Yes, but the point is the degree of risk you are willing to take on in light of the potential for high volatility matched with low liquidity. Once a market starts tanking only a bank stepping will catch you (there is no liquidity in a crash until a bank steps in).

A similar situation exists for unexpected news releases. Once a market starts moving fast in one direction no one wants to take that contract off you to get you out of the trade. Or, conversely, if you are trying to get into a fast moving market you get a no fill on your order or a bad fill (slippage going in because you can’t compete for speed).

 

So you start entry planning with a risk assessment. I don’t play actual news releases because the increasing spread and the potential for high slippage and whipsawing decrease the opportunity for success and increase the chance of a stop being hit.

The ‘no charge for guaranteed stops (GS) unless hit’ is new and welcome, previously their cost added to a woefully widening spread but news events and high volatility need larger stops and there is an increased chance the stop will be hit so the cost is still there. Occasional small amounts of slippage are not a problem, flash crashes are rare and nearly always come with a waving red flag.

 

I heard people on twitter saying what a great repeat trade the Swissy was with the SNB peg, I thought they were mad.

I saw the whipsawing during the referendum vote, I thought people playing that had very deep pockets.

The last GBP crash was always on the cards given the uncertainty caused by the referendum outcome and talk of potential USD parity.

 

I still prefer to keep out of situations where the market doesn’t know what to do and wait until things have settled down and it does know.

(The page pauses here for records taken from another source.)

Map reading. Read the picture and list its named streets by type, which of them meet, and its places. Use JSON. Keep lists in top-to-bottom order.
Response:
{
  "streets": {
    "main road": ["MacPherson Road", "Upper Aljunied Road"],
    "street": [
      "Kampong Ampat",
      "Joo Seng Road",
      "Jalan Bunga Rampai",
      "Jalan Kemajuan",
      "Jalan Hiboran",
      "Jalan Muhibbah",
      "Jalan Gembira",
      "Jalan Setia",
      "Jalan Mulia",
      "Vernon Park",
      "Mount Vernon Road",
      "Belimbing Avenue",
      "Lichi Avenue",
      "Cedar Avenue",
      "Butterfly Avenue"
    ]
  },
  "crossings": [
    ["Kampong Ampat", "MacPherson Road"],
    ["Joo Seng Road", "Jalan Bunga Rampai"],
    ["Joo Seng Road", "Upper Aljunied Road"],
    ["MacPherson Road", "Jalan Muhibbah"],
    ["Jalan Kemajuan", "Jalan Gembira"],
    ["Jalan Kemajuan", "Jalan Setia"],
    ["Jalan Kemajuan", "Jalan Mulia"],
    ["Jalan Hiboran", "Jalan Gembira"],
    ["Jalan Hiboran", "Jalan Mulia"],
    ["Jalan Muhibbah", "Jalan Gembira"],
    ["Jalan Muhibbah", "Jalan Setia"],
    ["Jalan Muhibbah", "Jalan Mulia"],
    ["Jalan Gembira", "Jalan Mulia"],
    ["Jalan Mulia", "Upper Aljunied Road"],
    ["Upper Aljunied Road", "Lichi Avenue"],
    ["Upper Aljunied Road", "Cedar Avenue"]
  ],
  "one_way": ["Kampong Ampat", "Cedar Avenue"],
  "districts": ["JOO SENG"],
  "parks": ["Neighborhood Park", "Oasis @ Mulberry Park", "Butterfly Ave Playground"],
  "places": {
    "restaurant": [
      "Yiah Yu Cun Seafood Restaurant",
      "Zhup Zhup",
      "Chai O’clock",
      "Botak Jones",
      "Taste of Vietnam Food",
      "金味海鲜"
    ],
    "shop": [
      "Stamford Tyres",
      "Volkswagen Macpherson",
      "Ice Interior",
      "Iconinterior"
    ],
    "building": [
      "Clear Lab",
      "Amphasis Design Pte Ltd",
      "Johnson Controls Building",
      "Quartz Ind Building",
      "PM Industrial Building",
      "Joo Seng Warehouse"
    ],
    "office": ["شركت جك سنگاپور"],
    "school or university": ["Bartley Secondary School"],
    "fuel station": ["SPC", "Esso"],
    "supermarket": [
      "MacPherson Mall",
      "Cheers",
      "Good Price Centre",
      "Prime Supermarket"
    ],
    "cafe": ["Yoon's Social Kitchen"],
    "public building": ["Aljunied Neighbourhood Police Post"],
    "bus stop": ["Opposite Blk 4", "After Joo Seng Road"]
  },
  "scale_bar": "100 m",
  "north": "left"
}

Hence, in my risk assessments I have never felt the need to increase the potential cost for a GS. 

 

 

In my 10,000 account size example I should have qualified that in more detail by saying, if you had a 10 pip stop you would have been wiped out with 400 pip slippage on a 3% risk management strategy but with a 50 pip stop you would have survived, because the larger stop would have necessitated a smaller position size. Yes, a GS would have prevented disaster but do you need to apply it to all your trades and so significantly increase the cost of doing business?

Risk assess and apply it where you feel it is warranted.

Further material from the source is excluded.